══ WORKING DATA ══
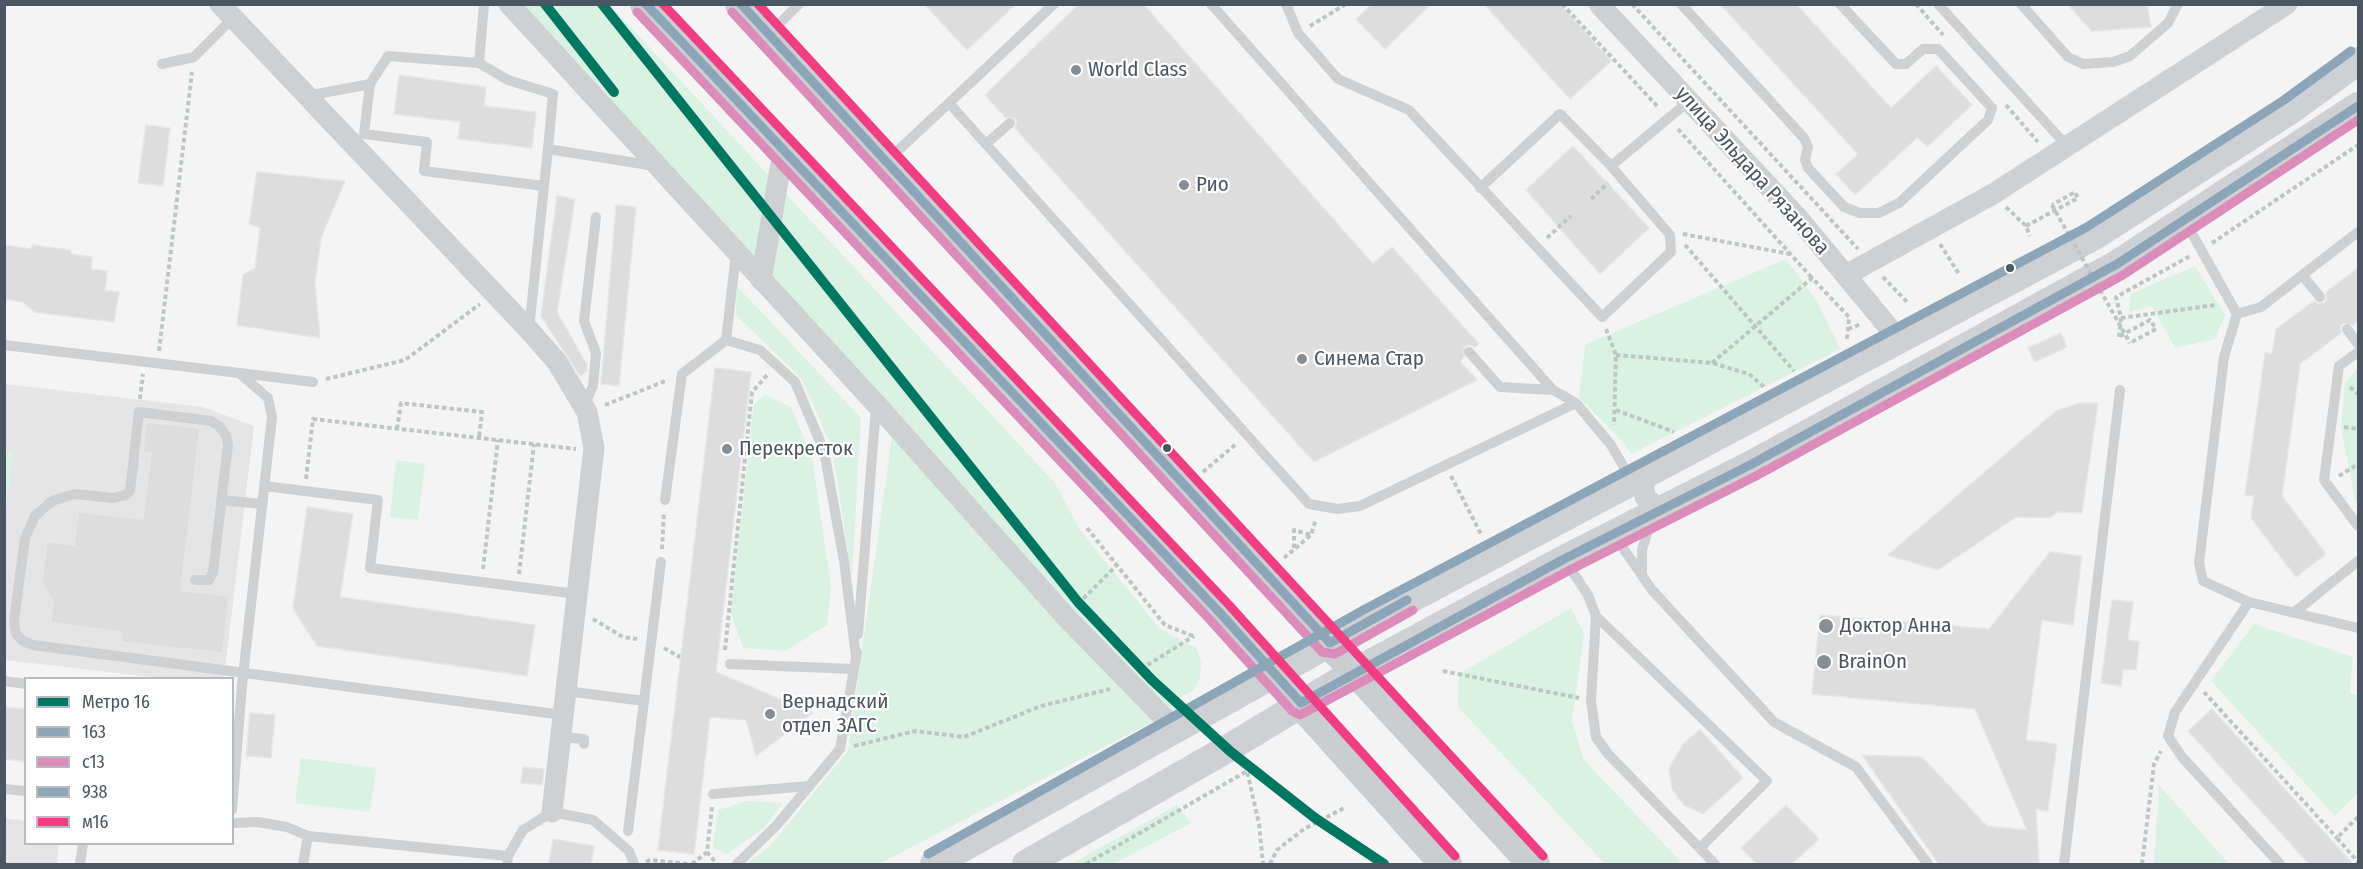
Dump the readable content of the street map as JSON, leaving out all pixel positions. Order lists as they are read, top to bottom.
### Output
{
  "streets": {
    "street": ["улица Эльдара Рязанова"]
  },
  "places": [
    "World Class",
    "Рио",
    "Синема Стар",
    "Перекресток",
    "Доктор Анна",
    "BrainOn",
    "Вернадский отдел ЗАГС"
  ],
  "lines": [
    "metro line 16",
    "transit line 163",
    "transit line м16",
    "transit line с13",
    "transit line 938"
  ],
  "legend": [
    "Метро 16",
    "163",
    "с13",
    "938",
    "м16"
  ]
}
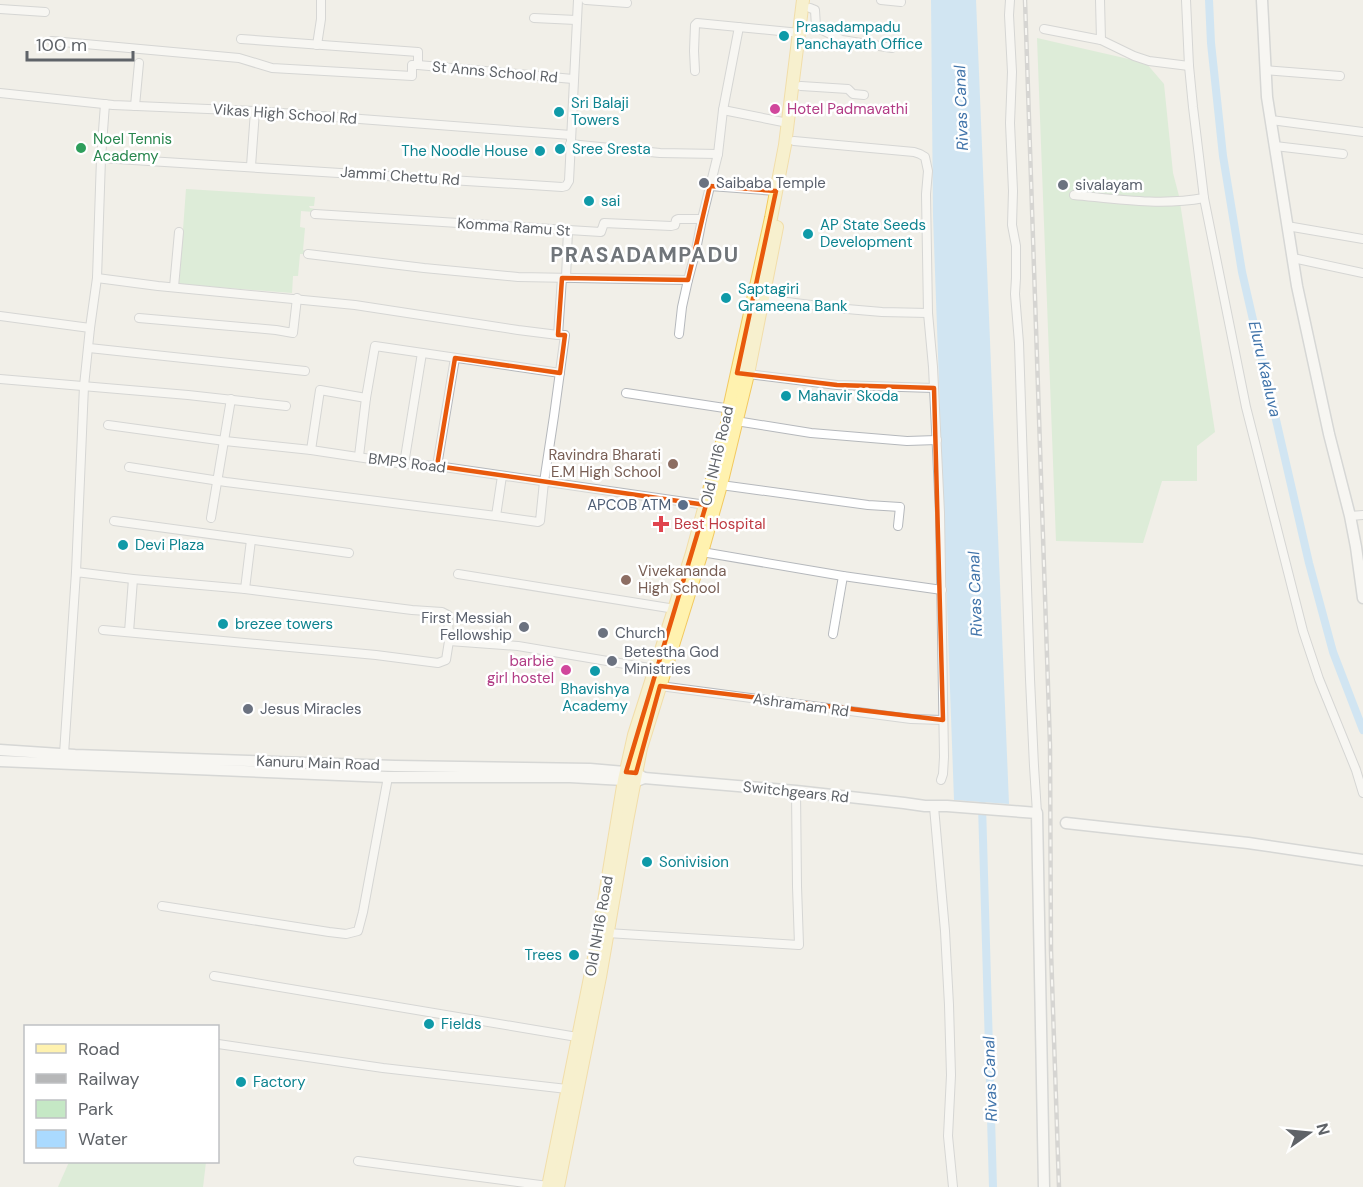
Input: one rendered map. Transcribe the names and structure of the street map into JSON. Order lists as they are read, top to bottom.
{
  "streets": {
    "main road": ["Old NH16 Road"],
    "street": [
      "St Anns School Rd",
      "Vikas High School Rd",
      "Jammi Chettu Rd",
      "Komma Ramu St",
      "BMPS Road",
      "Ashramam Rd",
      "Kanuru Main Road",
      "Switchgears Rd"
    ]
  },
  "crossings": [
    ["St Anns School Rd", "Jammi Chettu Rd"],
    ["Vikas High School Rd", "Jammi Chettu Rd"],
    ["Old NH16 Road", "BMPS Road"],
    ["Old NH16 Road", "Ashramam Rd"],
    ["Old NH16 Road", "Kanuru Main Road"],
    ["Old NH16 Road", "Switchgears Rd"],
    ["Kanuru Main Road", "Switchgears Rd"]
  ],
  "districts": ["PRASADAMPADU"],
  "water": ["Rivas Canal", "Eluru Kaaluva"],
  "places": {
    "other": [
      "Prasadampadu Panchayath Office",
      "Hotel Padmavathi",
      "Sri Balaji Towers",
      "Noel Tennis Academy",
      "Sree Sresta",
      "The Noodle House",
      "Saibaba Temple",
      "sivalayam",
      "sai",
      "AP State Seeds Development",
      "Saptagiri Grameena Bank",
      "Mahavir Skoda",
      "Ravindra Bharati E.M High School",
      "APCOB ATM",
      "Devi Plaza",
      "Vivekananda High School",
      "brezee towers",
      "First Messiah Fellowship",
      "Church",
      "Betestha God Ministries",
      "barbie girl hostel",
      "Bhavishya Academy",
      "Jesus Miracles",
      "Sonivision",
      "Trees",
      "Fields",
      "Factory"
    ],
    "health": ["Best Hospital"]
  },
  "legend": [
    "Road",
    "Railway",
    "Park",
    "Water"
  ],
  "scale_bar": "100 m",
  "north": "right"
}
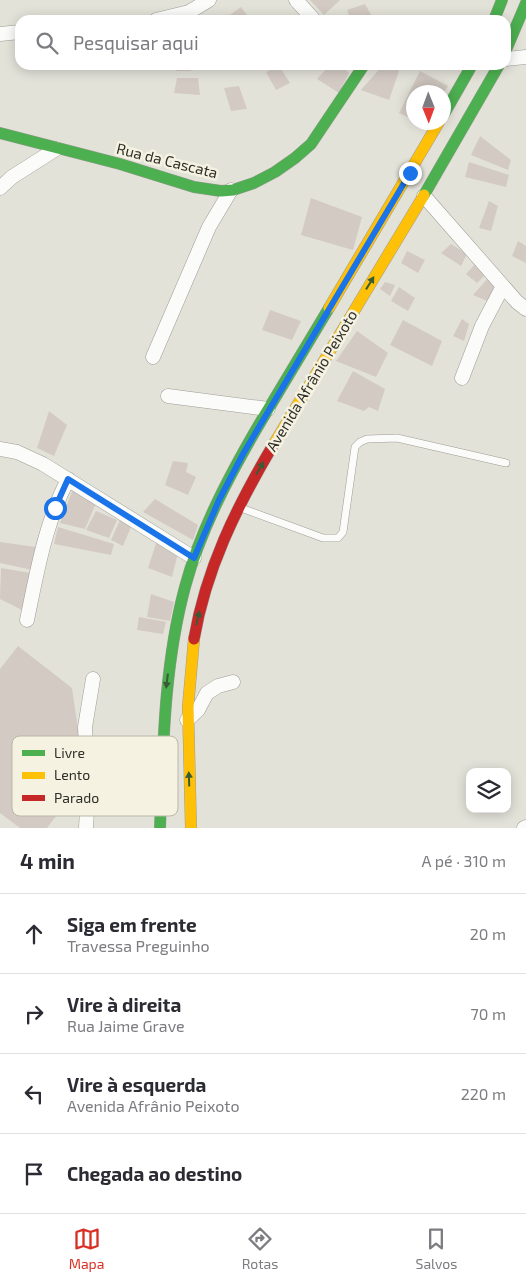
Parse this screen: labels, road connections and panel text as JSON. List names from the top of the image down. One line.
{"streets":{"main road":["Rua da Cascata","Avenida Afrânio Peixoto"]},"legend":["Livre","Lento","Parado"],"north":"bottom","page":{"search":"Pesquisar aqui","heading":["4 min","A pé · 310 m"],"list":[["Siga em frente","Travessa Preguinho","20 m"],["Vire à direita","Rua Jaime Grave","70 m"],["Vire à esquerda","Avenida Afrânio Peixoto","220 m"],"Chegada ao destino"],"nav":["Mapa","Rotas","Salvos"]}}
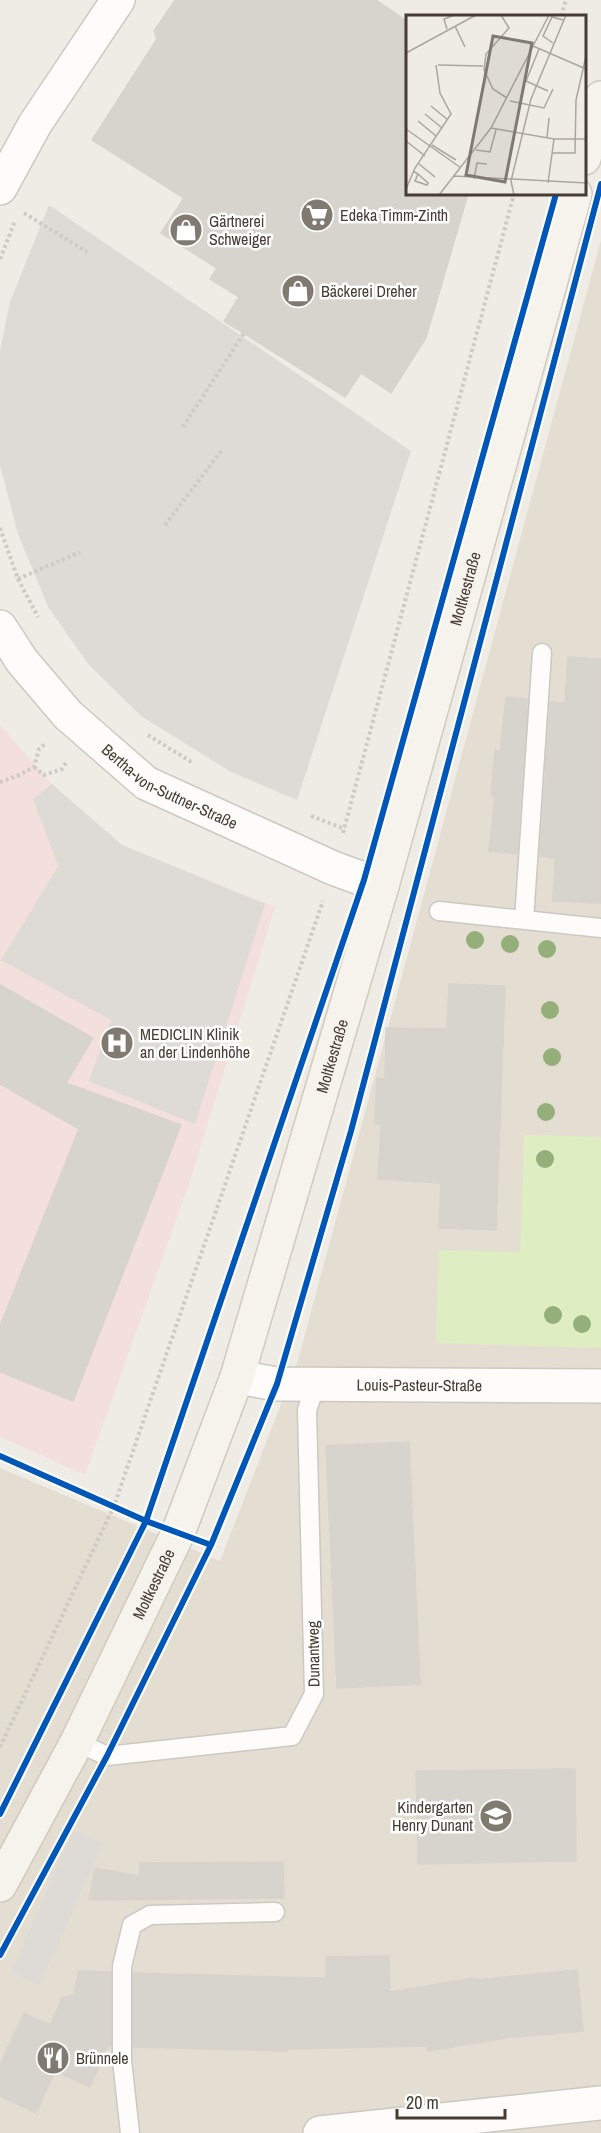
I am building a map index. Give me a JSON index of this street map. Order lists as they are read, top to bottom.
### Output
{
  "streets": {
    "street": ["Moltkestraße", "Bertha-von-Suttner-Straße", "Louis-Pasteur-Straße"],
    "lane": ["Dunantweg"]
  },
  "crossings": [
    ["Moltkestraße", "Bertha-von-Suttner-Straße"],
    ["Moltkestraße", "Louis-Pasteur-Straße"],
    ["Moltkestraße", "Dunantweg"],
    ["Louis-Pasteur-Straße", "Dunantweg"]
  ],
  "places": {
    "supermarket": ["Edeka Timm-Zinth"],
    "shop": ["Gärtnerei Schweiger", "Bäckerei Dreher"],
    "hospital": ["MEDICLIN Klinik an der Lindenhöhe"],
    "school or university": ["Kindergarten Henry Dunant"],
    "restaurant": ["Brünnele"]
  },
  "scale_bar": "20 m"
}
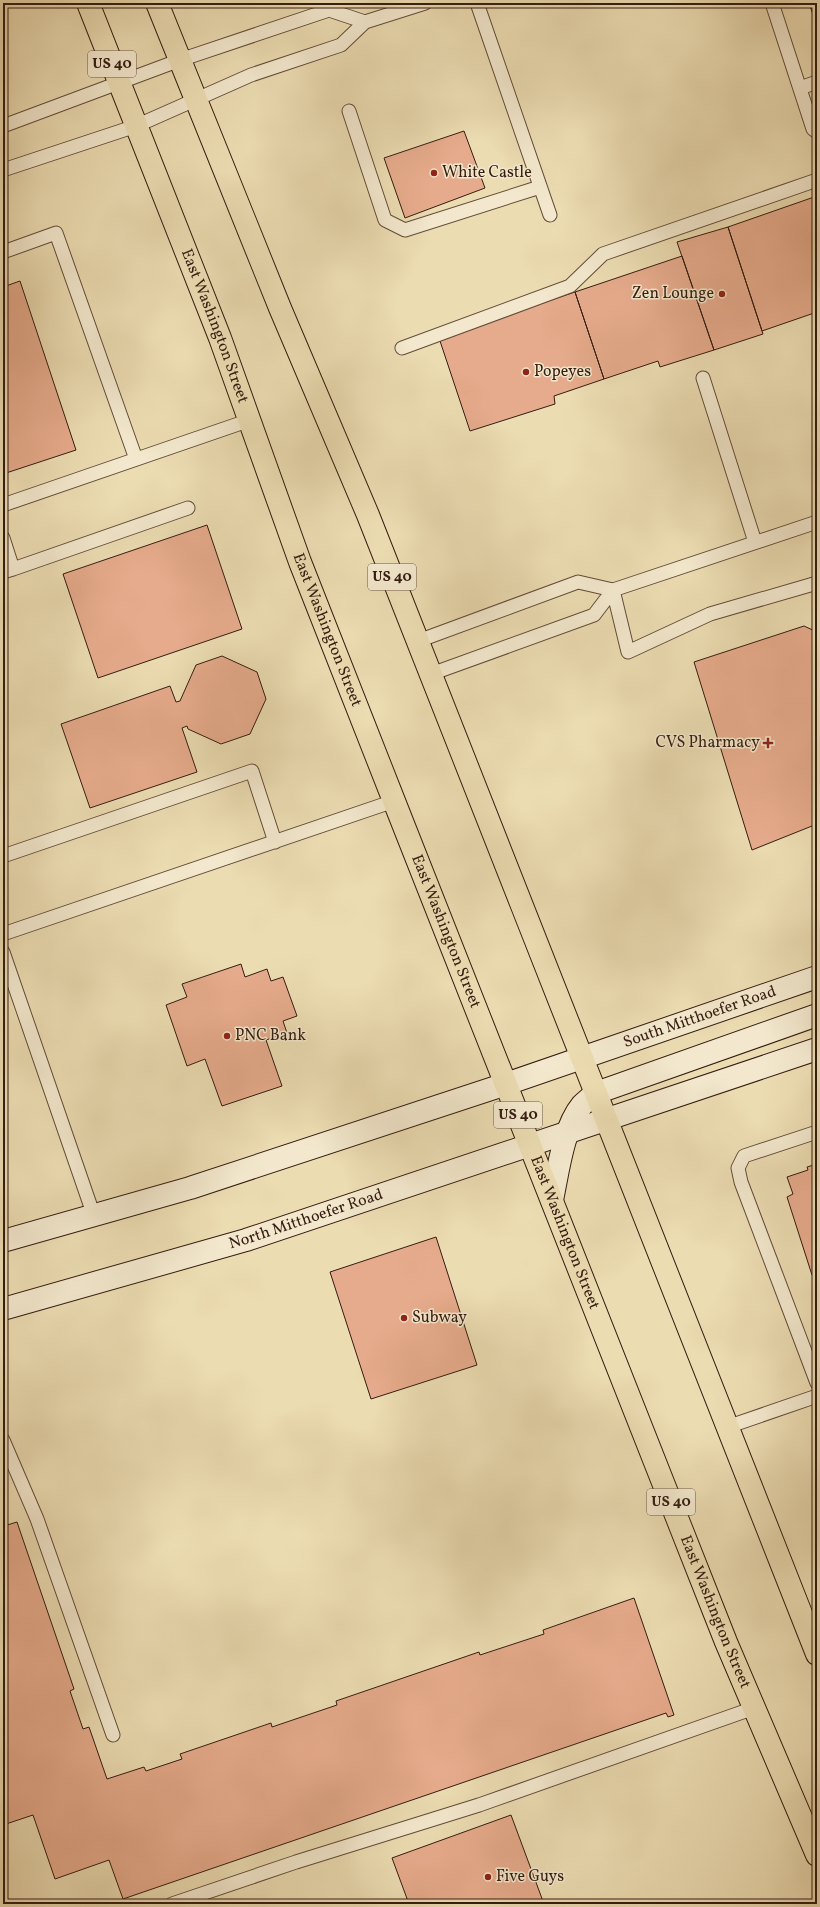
═══
_TASK ITEM_
Using the listing above, gather each line that holds the string "this" and copy it.

_FINAL ANSWER_
Parse this screen: labels, road connections and panel text as JSON. List names from the top of the image down. One line.
I am building a map index. Give me a JSON index of this street map. Order lists as they are read, top to bottom.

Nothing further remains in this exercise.